May continues to prove why it’s one of the best months of the year to be a horror fan. The new releases keep coming, but just as exciting is how much great genre content is quietly landing on streaming, waiting to be rediscovered.
If you’re looking to fill out your watchlist beyond the latest drops, there’s no shortage of essentials worth revisiting. Jennifer’s Body just hit Netflix and remains as sharp, funny, and subversive as ever. Him, the Jordan Peele-produced psychological thriller, is already sparking conversation after its April debut, while Oscar nominee Bugonia is easily one of the most intriguing genre-adjacent arrivals on the platform.
And then there’s 28 Years Later: The Bone Temple, which deserves far more attention than it’s getting. It’s a bold, emotionally bruising continuation that expands the mythology in meaningful ways. The fact that it underperformed both theatrically and on Netflix is a real concern, especially with a third film planned. Horror fans should not let that happen.

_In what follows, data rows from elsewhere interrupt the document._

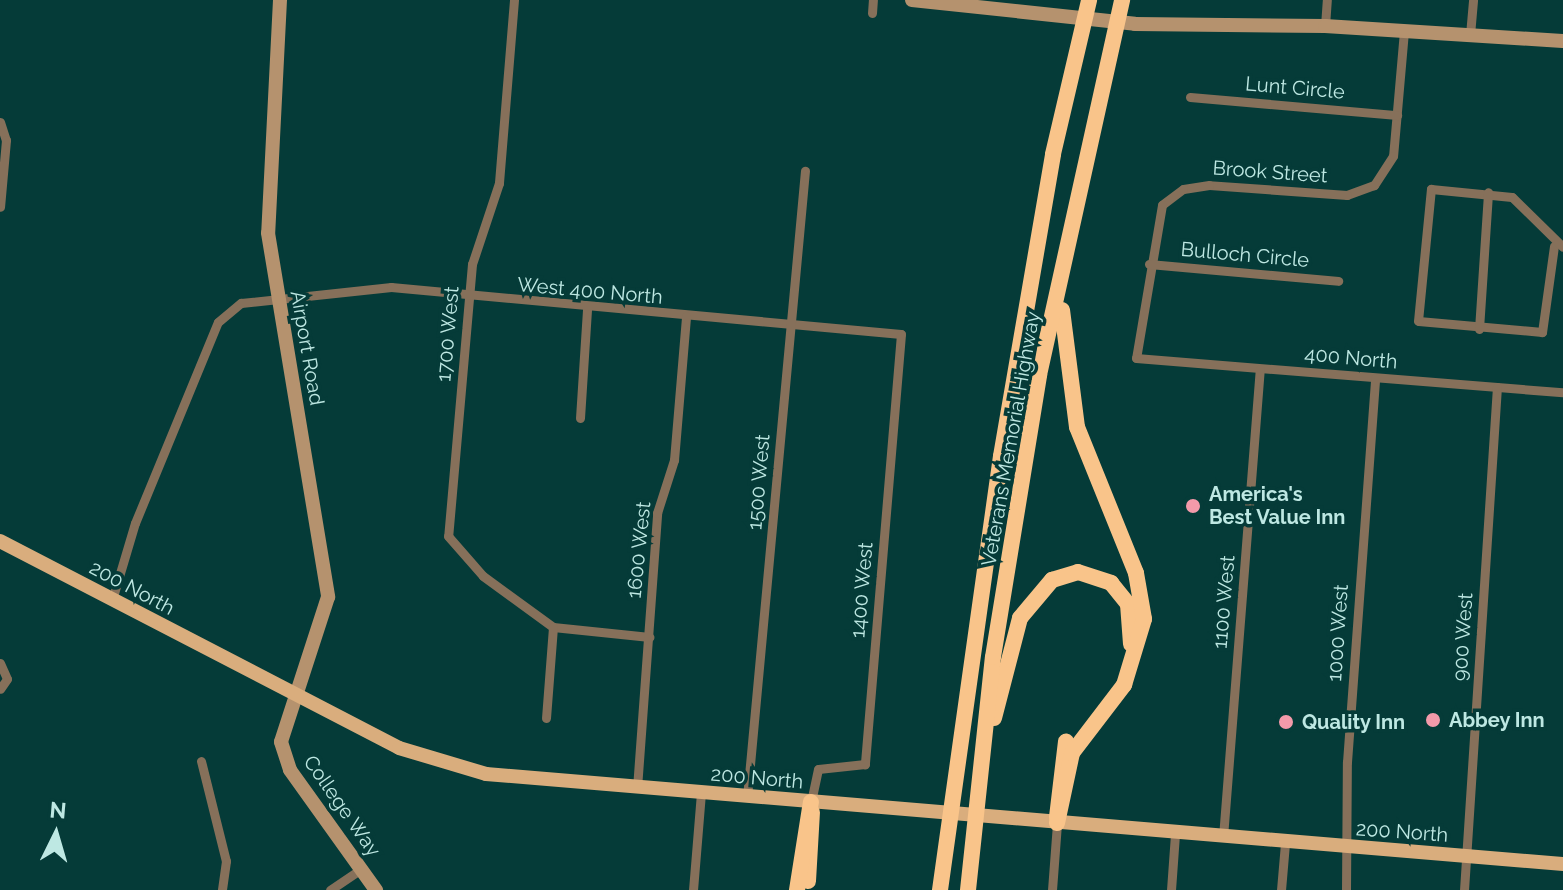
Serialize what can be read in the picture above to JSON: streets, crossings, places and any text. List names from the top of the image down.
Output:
{
  "streets": {
    "highway": ["Veterans Memorial Highway"],
    "main road": ["200 North"],
    "street": [
      "Lunt Circle",
      "Brook Street",
      "Bulloch Circle",
      "West 400 North",
      "1700 West",
      "Airport Road",
      "400 North",
      "1500 West",
      "1600 West",
      "1400 West",
      "1100 West",
      "1000 West",
      "900 West",
      "College Way"
    ]
  },
  "crossings": [
    ["Lunt Circle", "Brook Street"],
    ["Brook Street", "Bulloch Circle"],
    ["Brook Street", "400 North"],
    ["West 400 North", "1700 West"],
    ["West 400 North", "Airport Road"],
    ["West 400 North", "1500 West"],
    ["West 400 North", "1600 West"],
    ["West 400 North", "200 North"],
    ["West 400 North", "1400 West"],
    ["Airport Road", "200 North"],
    ["Airport Road", "College Way"],
    ["400 North", "1100 West"],
    ["400 North", "1000 West"],
    ["400 North", "900 West"],
    ["1500 West", "200 North"],
    ["1600 West", "200 North"],
    ["200 North", "1400 West"],
    ["200 North", "1100 West"],
    ["200 North", "1000 West"],
    ["200 North", "900 West"],
    ["200 North", "College Way"]
  ],
  "places": ["America's Best Value Inn", "Abbey Inn", "Quality Inn"],
  "north": "top"
}
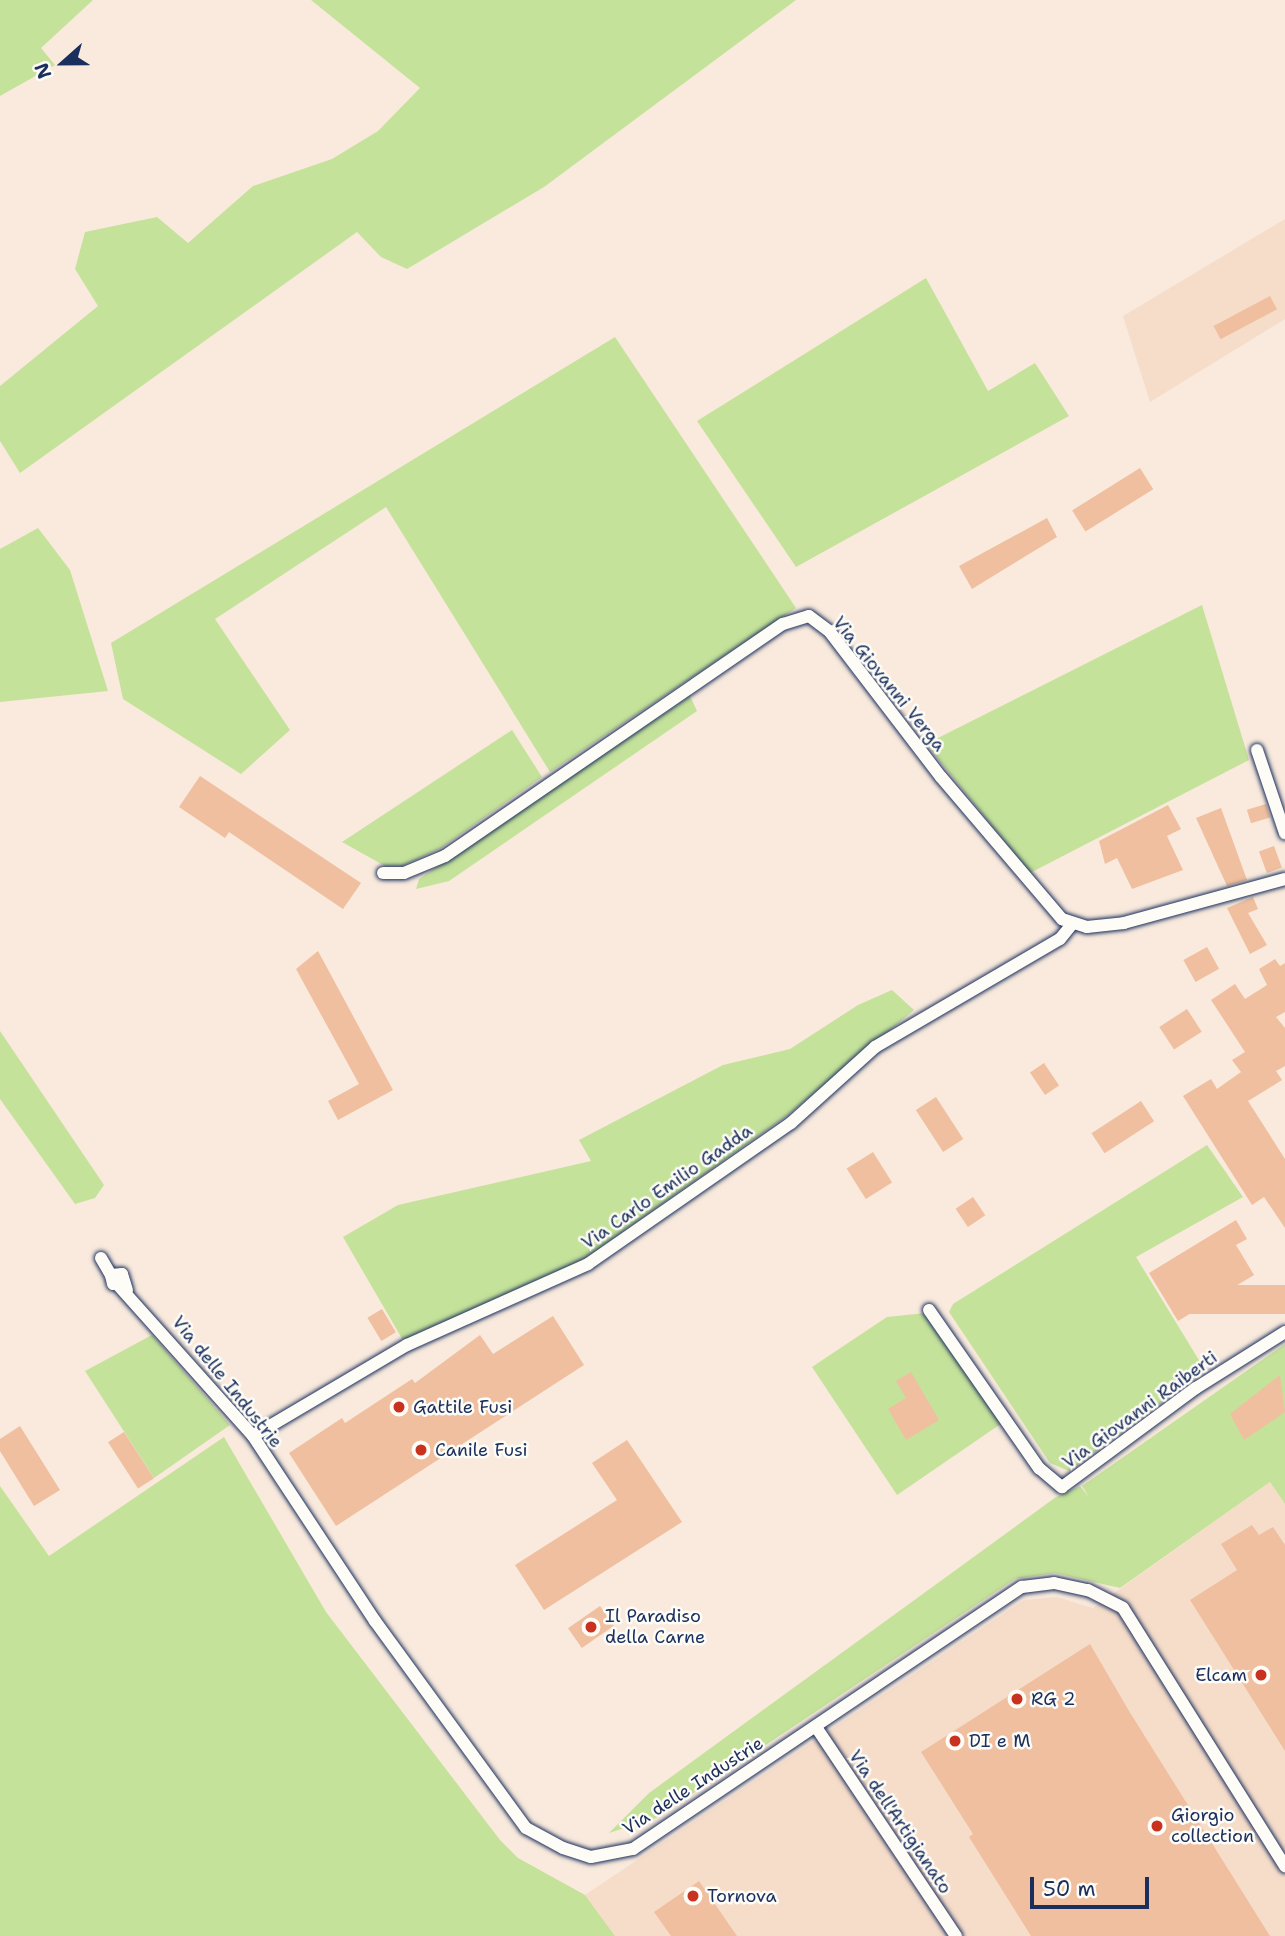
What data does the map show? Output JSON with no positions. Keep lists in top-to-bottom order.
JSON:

But if you’re here for what’s new, what’s now, and what’s worth your time this week, we’ve got you covered.
4 Great Horror Films to Stream This Week
4 Great Horror Films to Stream This Week
1. Black Phone 2 (Netflix – May 16, 2026)
Scott Derrickson returns to the world of The Black Phone with a sequel that expands the mythology without losing sight of what made the original so effective. Black Phone 2 leans further into the supernatural, deepening its exploration of trauma, survival, and the lingering echoes of violence that refuse to stay buried.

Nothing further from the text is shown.